Stored data
#####

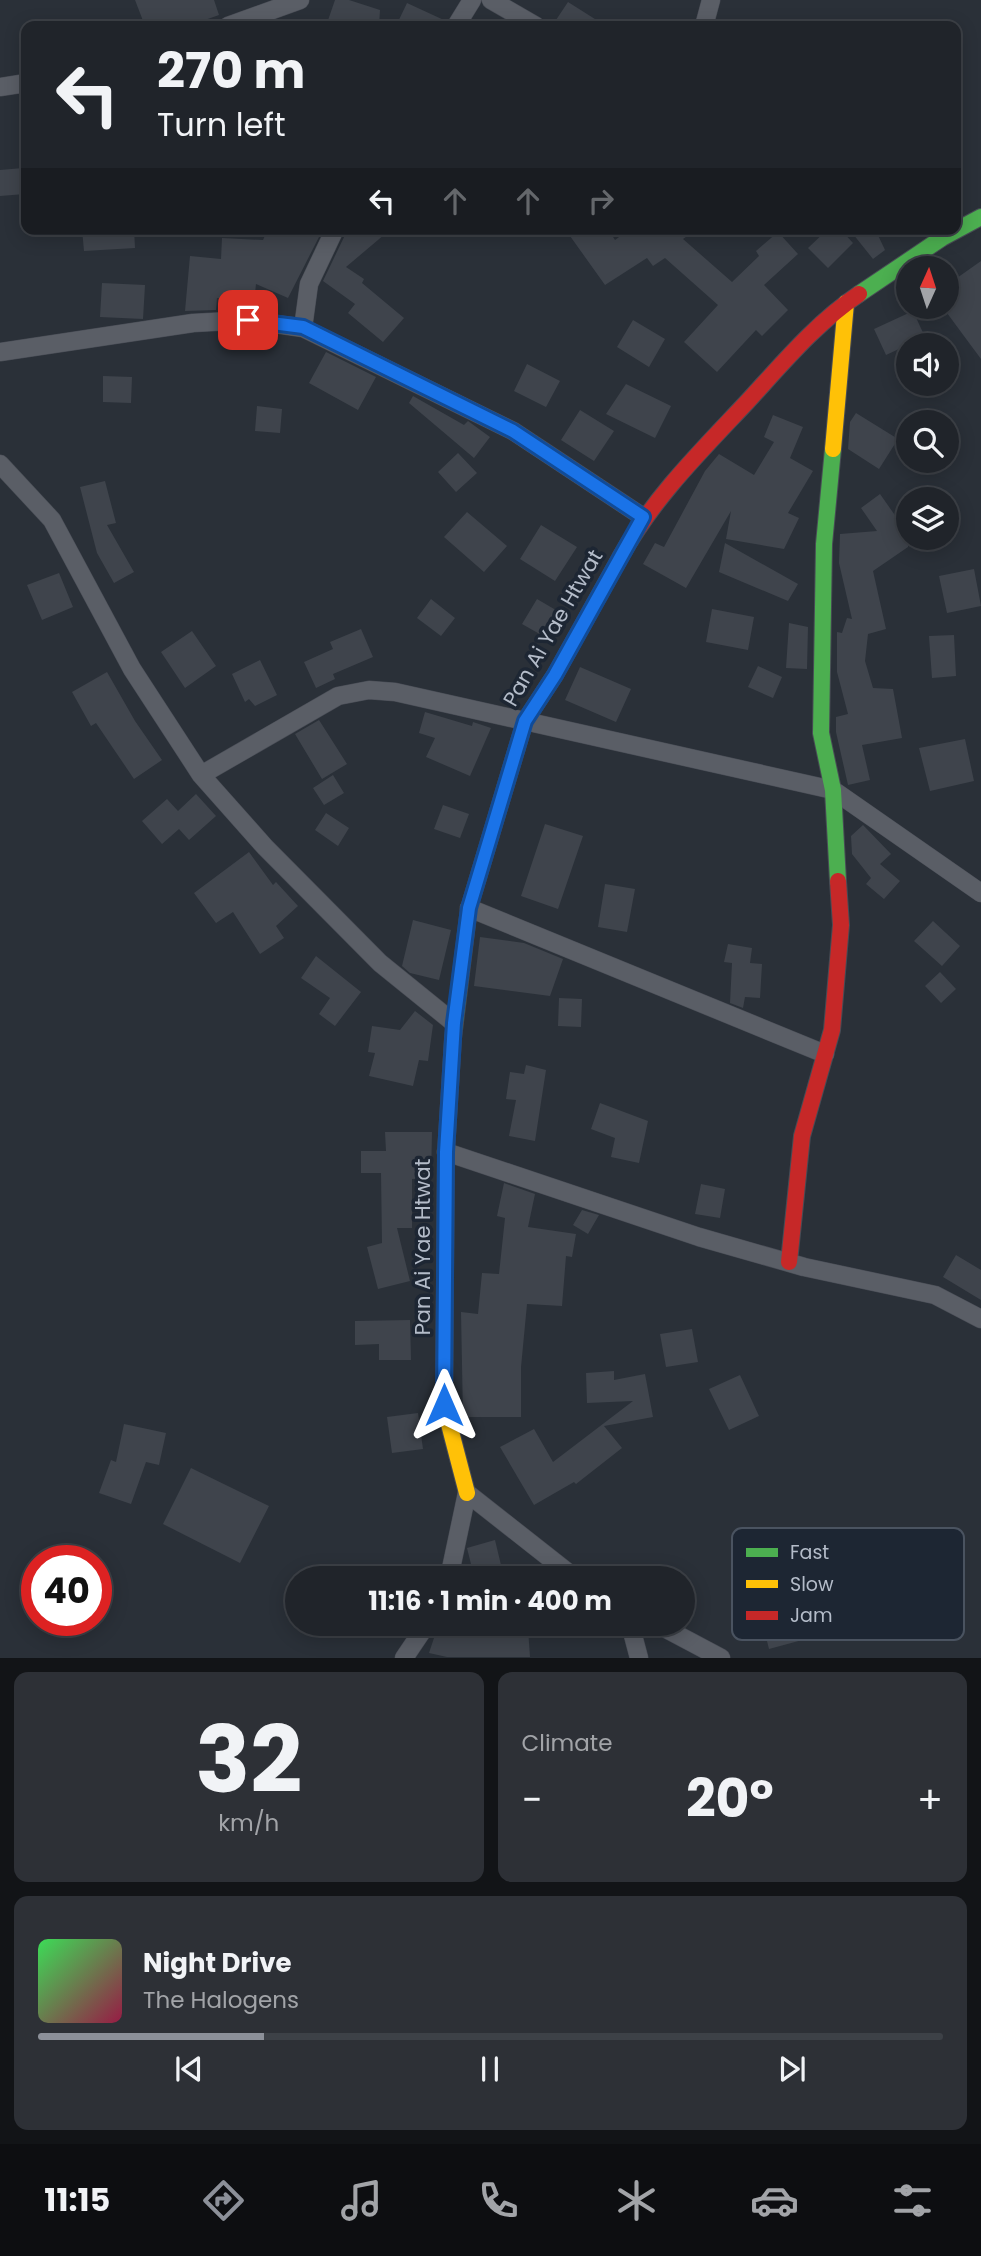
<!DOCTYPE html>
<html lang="en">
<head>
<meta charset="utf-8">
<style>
  :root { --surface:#20242a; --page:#2d3036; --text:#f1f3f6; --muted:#a2a4a8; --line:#3d4147; --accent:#8c9099 }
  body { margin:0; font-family:Poppins,sans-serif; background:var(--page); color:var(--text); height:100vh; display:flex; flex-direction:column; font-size:26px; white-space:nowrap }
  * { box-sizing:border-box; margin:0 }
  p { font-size:23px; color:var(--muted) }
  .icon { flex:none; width:38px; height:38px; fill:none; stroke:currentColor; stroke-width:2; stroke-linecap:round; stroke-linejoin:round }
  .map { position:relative; height:1658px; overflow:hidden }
  .drawer { display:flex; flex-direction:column; gap:14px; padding:14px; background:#121417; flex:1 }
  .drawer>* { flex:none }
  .top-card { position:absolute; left:21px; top:21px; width:940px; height:214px; border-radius:14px; box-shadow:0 4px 18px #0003,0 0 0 2px var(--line); background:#20242a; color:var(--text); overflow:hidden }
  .needle { width:46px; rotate:3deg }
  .fabs { position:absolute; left:896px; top:256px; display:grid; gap:14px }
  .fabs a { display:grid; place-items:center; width:63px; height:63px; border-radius:50%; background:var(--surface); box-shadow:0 4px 18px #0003,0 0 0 2px var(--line); font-size:35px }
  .speed { position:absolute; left:21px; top:1545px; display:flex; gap:14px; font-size:35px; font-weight:700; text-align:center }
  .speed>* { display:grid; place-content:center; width:91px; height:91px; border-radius:50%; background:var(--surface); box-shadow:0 4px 18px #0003,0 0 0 2px var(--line); line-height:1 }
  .speed .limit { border:10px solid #d22; background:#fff; color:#111 }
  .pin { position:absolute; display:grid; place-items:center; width:60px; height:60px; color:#fff; margin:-30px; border-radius:14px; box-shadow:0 4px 10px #0006 }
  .me { position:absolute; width:77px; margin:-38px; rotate:0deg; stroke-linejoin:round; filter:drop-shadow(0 0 5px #0008) }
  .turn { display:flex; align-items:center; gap:24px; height:147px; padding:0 21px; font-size:32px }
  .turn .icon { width:91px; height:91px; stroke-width:2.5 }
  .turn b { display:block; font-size:49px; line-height:60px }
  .lanes { display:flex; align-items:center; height:66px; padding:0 21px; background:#0003; justify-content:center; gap:35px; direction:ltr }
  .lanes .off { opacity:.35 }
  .big { font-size:52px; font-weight:700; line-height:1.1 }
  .drawer .widget { flex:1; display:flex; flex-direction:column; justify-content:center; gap:10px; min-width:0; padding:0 24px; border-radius:14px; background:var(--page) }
  .drawer .dial { align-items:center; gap:0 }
  .dial b { font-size:91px; line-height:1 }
  .song { display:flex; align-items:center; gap:21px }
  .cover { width:84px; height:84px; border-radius:10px; background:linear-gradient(135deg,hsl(130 70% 55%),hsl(340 70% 35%)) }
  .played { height:7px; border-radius:4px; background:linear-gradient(90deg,var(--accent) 25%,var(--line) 25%) }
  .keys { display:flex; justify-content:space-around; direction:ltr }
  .heat { display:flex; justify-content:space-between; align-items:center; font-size:38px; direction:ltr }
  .drawer .tiles { flex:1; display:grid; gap:14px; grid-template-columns:1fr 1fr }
  .widget:last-child { grid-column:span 2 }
  .trip { position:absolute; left:285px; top:1566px; width:410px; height:70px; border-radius:35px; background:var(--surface); box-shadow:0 4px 18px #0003,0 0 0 2px var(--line); font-weight:700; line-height:70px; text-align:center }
  .tabs { display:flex; height:112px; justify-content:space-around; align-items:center; background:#0d0e11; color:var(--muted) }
  .tabs .icon { width:49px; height:49px }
  .tabs .current { color:var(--accent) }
  .tabs b { font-size:32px; color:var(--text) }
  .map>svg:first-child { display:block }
  .building { fill:#3f444c }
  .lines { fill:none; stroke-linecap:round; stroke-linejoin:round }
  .street-casing { stroke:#484c55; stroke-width:19 }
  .fast-casing { stroke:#484c55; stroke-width:18 }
  .slow-casing { stroke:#484c55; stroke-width:18 }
  .jam-casing { stroke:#484c55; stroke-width:18 }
  .street { stroke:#5a5e66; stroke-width:18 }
  .fast { stroke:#4caf50; stroke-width:16 }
  .slow { stroke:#ffc107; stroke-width:16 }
  .jam { stroke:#c62828; stroke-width:16 }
  .route-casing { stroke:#114b97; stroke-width:18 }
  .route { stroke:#1a73e8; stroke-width:12 }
  .labels { text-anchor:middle; stroke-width:7; stroke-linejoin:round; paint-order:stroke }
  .street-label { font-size:21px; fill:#b4bcc9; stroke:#1d2633 }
  .key { fill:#1d2633; stroke:#4a5360; stroke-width:2 }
  .key-label { font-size:19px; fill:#b4bcc9 }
</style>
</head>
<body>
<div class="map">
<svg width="981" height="1658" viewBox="0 0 981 1658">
  <rect width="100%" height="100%" fill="#2a3038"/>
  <path class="building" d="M 135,0 L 214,0 L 219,15 L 188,26 L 145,26 Z
    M 335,0 L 349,0 L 380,10 L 379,26 L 326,26 Z
    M 568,2 L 606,26 L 552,26 Z
    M 407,3 L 446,21 L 445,26 L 396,26 Z
    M 23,168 L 25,194 L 0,196 L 0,170 Z
    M 82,229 L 134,229 L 135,248 L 84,251 Z
    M 268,229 L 309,229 L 320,235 L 288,298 L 256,284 L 254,303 L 217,298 L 216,310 L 185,311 L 190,256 L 221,259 L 222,238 L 263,240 Z
    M 352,229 L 391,229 L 346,267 L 364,279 L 362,283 L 404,318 L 383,342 L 348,313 L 355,304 L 323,281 L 345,235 Z
    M 565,229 L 608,229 L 615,240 L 630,229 L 697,229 L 683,239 L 732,282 L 759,256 L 756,251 L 778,232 L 798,254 L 764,285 L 788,310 L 762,336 L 756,330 L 717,372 L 684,342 L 718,305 L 665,258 L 653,266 L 647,258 L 605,285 Z
    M 828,229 L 840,229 L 853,243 L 828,268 L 808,248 Z
    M 849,229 L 875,229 L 885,250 L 873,259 Z
    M 981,261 L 981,359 L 947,313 L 947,285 Z
    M 102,283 L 145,285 L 143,319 L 100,317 Z
    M 913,311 L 925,337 L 886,355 L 874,329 Z
    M 633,320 L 665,339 L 649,367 L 617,347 Z
    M 326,352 L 376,377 L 358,410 L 309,383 Z
    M 527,364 L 560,381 L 546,407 L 514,391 Z
    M 103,376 L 132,377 L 131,403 L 103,402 Z
    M 626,384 L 671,406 L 655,438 L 606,414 Z
    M 413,396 L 464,425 L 468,421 L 490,437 L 474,458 L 409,403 Z
    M 257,406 L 282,409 L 280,433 L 255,431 Z
    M 580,410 L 614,431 L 594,461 L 561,440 Z
    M 856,413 L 898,439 L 879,469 L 848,449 L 850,422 Z
    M 773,415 L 803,427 L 790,458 L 813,471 L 788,513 L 799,518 L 784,549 L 726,539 L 731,511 L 686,588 L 643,564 L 655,543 L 664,547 L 705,471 L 719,454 L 754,475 L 774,442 L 764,437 Z
    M 458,453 L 477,473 L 456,492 L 438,472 Z
    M 105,481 L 116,523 L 107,525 L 134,572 L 114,583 L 97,553 L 80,487 Z
    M 880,494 L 899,521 L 908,517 L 908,547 L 873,571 L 886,629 L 868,634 L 865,661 L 873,688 L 893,689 L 902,738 L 862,745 L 870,780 L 848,785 L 836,732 L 836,717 L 848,714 L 837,672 L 837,632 L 842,633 L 847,618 L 852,619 L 839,563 L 840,534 L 877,531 L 861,508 Z
    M 467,512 L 507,546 L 484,572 L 444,537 Z
    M 541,525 L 577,547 L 555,581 L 520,559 Z
    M 725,543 L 798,584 L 788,601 L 719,572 Z
    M 974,569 L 981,606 L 947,613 L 939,576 Z
    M 59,573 L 73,607 L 42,620 L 27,585 Z
    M 431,599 L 455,618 L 441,636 L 417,618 Z
    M 537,599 L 566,616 L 552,641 L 522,624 Z
    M 712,609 L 754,617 L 748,650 L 706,642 Z
    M 789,623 L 808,627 L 807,669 L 786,668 Z
    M 361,629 L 373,657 L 333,674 L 335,679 L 316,688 L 304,662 L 333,649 L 330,642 Z
    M 192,631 L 216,666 L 185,688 L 161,652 Z
    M 954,635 L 956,676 L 932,678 L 929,636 Z
    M 260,660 L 277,695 L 255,706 L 249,699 L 245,702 L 232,674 Z
    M 758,666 L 782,677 L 773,698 L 748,687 Z
    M 580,667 L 631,689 L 616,722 L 565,700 Z
    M 107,672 L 135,721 L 162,760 L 134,779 L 96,723 L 91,726 L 72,692 Z
    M 425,712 L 472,726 L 473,722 L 491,728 L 470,776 L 426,757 L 435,738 L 419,733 Z
    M 319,720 L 347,764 L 322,779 L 295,734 Z
    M 965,739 L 974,781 L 930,791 L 919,748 Z
    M 333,775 L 344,793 L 324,805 L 313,788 Z
    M 196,794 L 216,816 L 189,840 L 179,829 L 162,844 L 142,821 L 167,799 L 178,811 Z
    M 443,805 L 469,814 L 460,838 L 434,829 Z
    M 326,813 L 349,828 L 338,846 L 315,830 Z
    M 545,824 L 583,836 L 558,909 L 521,896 Z
    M 863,825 L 891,854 L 880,864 L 900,881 L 884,899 L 866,884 L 871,878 L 852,854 L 851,836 Z
    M 249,852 L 273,885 L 276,882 L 298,906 L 276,926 L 284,938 L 260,954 L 233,912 L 216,923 L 194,893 Z
    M 605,884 L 635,889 L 627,932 L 598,927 Z
    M 413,920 L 451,930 L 439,980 L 410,973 L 402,966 Z
    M 933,921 L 960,946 L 942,966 L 914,941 Z
    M 480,937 L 524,943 L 563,959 L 550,996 L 474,986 Z
    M 728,944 L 752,948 L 750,963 L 762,964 L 760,998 L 745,997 L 743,1008 L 730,1003 L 732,963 L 724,962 Z
    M 316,956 L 361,992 L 335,1026 L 319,1014 L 330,998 L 301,978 Z
    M 940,972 L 956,989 L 941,1003 L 925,986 Z
    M 559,998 L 582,999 L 581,1027 L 558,1026 Z
    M 415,1011 L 433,1025 L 428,1061 L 419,1060 L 413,1086 L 369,1076 L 375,1053 L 368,1052 L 372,1026 L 400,1030 Z
    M 526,1065 L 546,1070 L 535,1141 L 509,1136 L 516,1100 L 506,1099 L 510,1072 L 524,1074 Z
    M 600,1103 L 648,1121 L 639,1163 L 611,1157 L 615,1138 L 591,1129 Z
    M 385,1132 L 432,1132 L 431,1178 L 412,1179 L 412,1228 L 397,1228 L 410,1281 L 378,1289 L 367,1247 L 382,1243 L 381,1173 L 361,1173 L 361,1151 L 386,1151 Z
    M 504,1183 L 535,1194 L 528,1227 L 576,1234 L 572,1257 L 566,1256 L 562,1306 L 527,1304 L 521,1367 L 521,1417 L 463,1417 L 461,1312 L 478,1314 L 482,1273 L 499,1274 L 505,1218 L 497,1216 Z
    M 701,1184 L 725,1189 L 720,1218 L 695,1214 Z
    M 582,1210 L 599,1215 L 588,1234 L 573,1225 Z
    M 956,1255 L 981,1270 L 981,1300 L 943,1277 Z
    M 410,1320 L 411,1360 L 379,1360 L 379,1344 L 355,1345 L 355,1321 Z
    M 692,1329 L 698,1362 L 666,1367 L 660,1334 Z
    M 614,1371 L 614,1380 L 645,1374 L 653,1417 L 604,1426 L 622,1448 L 576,1484 L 574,1482 L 534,1505 L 500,1447 L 534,1429 L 553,1462 L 633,1401 L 587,1403 L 586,1373 Z
    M 740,1375 L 759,1416 L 729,1430 L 709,1389 Z
    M 418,1413 L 423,1449 L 392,1453 L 387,1417 Z
    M 124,1424 L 166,1433 L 159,1465 L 146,1462 L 131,1504 L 99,1493 L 111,1460 L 116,1462 Z
    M 191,1468 L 269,1506 L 240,1563 L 163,1524 Z
    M 495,1540 L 501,1565 L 473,1572 L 467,1548 Z
    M 789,1572 L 806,1639 L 769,1649 L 752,1581 Z
    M 528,1628 L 530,1657 L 447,1657 L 429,1653 L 437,1629 L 456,1634 Z"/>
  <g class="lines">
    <defs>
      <path id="street" d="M 491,0 L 536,26
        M 228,26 L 300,0
        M 456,26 L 472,0
        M 704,26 L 711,0
        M 0,87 L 26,83
        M 303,328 L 309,284 L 335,229
        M 0,352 L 193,323 L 248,320 L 303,328 L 513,431 L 643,517
        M 0,464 L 52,520 L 132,669 L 201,775 L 265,847 L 380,963 L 454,1023
        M 201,775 L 338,696 L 369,690 L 395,692 L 833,790 L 981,893
        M 469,908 L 825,1054
        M 446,1152 L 699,1237 L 804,1267 L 935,1295 L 981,1319
        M 449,1578 L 467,1493 L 575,1578
        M 630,1624 L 639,1658
        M 657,1624 L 721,1658
        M 404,1658 L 427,1624"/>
      <path id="fast" d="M 859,294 L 942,238 L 981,217
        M 833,449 L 824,544 L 821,733 L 833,790 L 838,881
        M 453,1038 L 469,908 L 525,721 L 555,675 L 621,556"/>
      <path id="slow" d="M 833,449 L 846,303
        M 453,1038 L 446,1152 L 444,1405 L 467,1493"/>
      <path id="jam" d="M 621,556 C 654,497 701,451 747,402 C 782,364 816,323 859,294
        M 789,1262 L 802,1136 L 832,1030 L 841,925 L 838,881"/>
    </defs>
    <use href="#street" class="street-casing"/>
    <use href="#fast" class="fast-casing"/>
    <use href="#slow" class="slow-casing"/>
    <use href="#jam" class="jam-casing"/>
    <use href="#street" class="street"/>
    <use href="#fast" class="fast"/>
    <use href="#slow" class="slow"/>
    <use href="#jam" class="jam"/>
  </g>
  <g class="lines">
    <defs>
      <path id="route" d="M 248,320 L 303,327 L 513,431 L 643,517 L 555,675 L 525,721 L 469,908 L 454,1023 L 446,1152 L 444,1405"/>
    </defs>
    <use href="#route" class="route-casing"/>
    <use href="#route" class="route"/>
  </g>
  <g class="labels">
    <g class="street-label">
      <text transform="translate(553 628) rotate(-60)" y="7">Pan Ai Yae Htwat</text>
      <text transform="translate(423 1247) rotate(-90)" y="7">Pan Ai Yae Htwat</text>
    </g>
  </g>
  <rect x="732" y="1528" width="232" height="112" rx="10" class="key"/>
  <rect x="746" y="1548" width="32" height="9" fill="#4caf50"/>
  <rect x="746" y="1580" width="32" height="8" fill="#ffc107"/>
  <rect x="746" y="1611" width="32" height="9" fill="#c62828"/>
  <g class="key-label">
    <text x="790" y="1559">Fast</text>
    <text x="790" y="1591">Slow</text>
    <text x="790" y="1622">Jam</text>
  </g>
</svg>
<div class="fabs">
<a><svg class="needle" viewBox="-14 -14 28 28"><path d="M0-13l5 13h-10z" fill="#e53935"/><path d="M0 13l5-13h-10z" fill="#a2a4a8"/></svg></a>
<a><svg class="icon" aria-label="sound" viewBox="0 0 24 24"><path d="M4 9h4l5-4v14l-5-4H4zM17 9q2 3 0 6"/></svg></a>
<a><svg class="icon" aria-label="search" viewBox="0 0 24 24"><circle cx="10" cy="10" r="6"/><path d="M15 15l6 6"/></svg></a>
<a><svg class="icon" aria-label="layers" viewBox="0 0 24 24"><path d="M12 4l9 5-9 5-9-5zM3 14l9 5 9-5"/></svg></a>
</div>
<div class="speed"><div class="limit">40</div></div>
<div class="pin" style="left:248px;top:320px;background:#d93025"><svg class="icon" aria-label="arrive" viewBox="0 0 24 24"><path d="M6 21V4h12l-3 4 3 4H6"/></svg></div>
<svg class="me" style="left:444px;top:1405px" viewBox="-20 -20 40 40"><path d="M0-17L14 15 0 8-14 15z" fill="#1a73e8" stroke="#fff" stroke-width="4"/></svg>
<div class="trip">11:16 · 1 min · 400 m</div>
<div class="top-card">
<div class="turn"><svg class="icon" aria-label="left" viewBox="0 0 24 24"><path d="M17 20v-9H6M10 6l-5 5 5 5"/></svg><div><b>270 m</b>Turn left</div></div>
<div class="lanes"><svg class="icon" aria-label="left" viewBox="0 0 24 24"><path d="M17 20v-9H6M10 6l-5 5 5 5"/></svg><svg class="icon off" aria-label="ahead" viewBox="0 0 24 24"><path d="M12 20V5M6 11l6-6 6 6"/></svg><svg class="icon off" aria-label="ahead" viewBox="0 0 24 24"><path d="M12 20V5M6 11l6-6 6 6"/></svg><svg class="icon off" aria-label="right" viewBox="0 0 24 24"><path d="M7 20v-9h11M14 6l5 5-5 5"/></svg></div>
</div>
</div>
<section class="drawer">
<div class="tiles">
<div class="widget dial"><b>32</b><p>km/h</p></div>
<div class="widget"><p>Climate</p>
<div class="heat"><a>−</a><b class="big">20°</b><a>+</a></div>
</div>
<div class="widget">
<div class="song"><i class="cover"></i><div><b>Night Drive</b><p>The Halogens</p></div></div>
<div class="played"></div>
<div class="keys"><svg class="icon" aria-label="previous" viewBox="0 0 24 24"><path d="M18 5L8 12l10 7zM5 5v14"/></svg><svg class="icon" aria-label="pause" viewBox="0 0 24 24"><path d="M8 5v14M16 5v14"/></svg><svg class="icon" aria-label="next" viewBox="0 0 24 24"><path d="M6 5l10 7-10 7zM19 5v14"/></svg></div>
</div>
</div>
</section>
<nav class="tabs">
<b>11:15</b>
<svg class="icon current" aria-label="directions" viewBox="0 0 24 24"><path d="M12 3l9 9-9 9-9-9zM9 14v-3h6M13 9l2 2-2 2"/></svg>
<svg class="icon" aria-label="music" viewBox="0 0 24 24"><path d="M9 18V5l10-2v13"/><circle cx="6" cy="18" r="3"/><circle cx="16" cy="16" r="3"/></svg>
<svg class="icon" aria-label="phone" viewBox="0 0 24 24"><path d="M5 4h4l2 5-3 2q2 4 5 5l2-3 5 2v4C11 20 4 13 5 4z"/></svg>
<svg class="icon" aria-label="climate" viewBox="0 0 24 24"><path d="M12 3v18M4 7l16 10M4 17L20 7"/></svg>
<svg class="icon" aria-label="car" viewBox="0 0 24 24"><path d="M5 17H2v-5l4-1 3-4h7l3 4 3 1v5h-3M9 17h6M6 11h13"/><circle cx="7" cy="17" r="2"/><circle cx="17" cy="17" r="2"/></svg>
<svg class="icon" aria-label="filters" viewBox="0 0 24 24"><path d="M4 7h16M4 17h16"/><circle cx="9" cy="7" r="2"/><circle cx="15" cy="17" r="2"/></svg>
</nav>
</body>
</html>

#####

What you are asked to do: Leave out any pictures, please, and quote only the lines from the top of the data through the line that contains "--surface:#20242a; --page:#2d3036; --text:#f1f3f6;".

Exercise response:
<!DOCTYPE html>
<html lang="en">
<head>
<meta charset="utf-8">
<style>
  :root { --surface:#20242a; --page:#2d3036; --text:#f1f3f6; --muted:#a2a4a8; --line:#3d4147; --accent:#8c9099 }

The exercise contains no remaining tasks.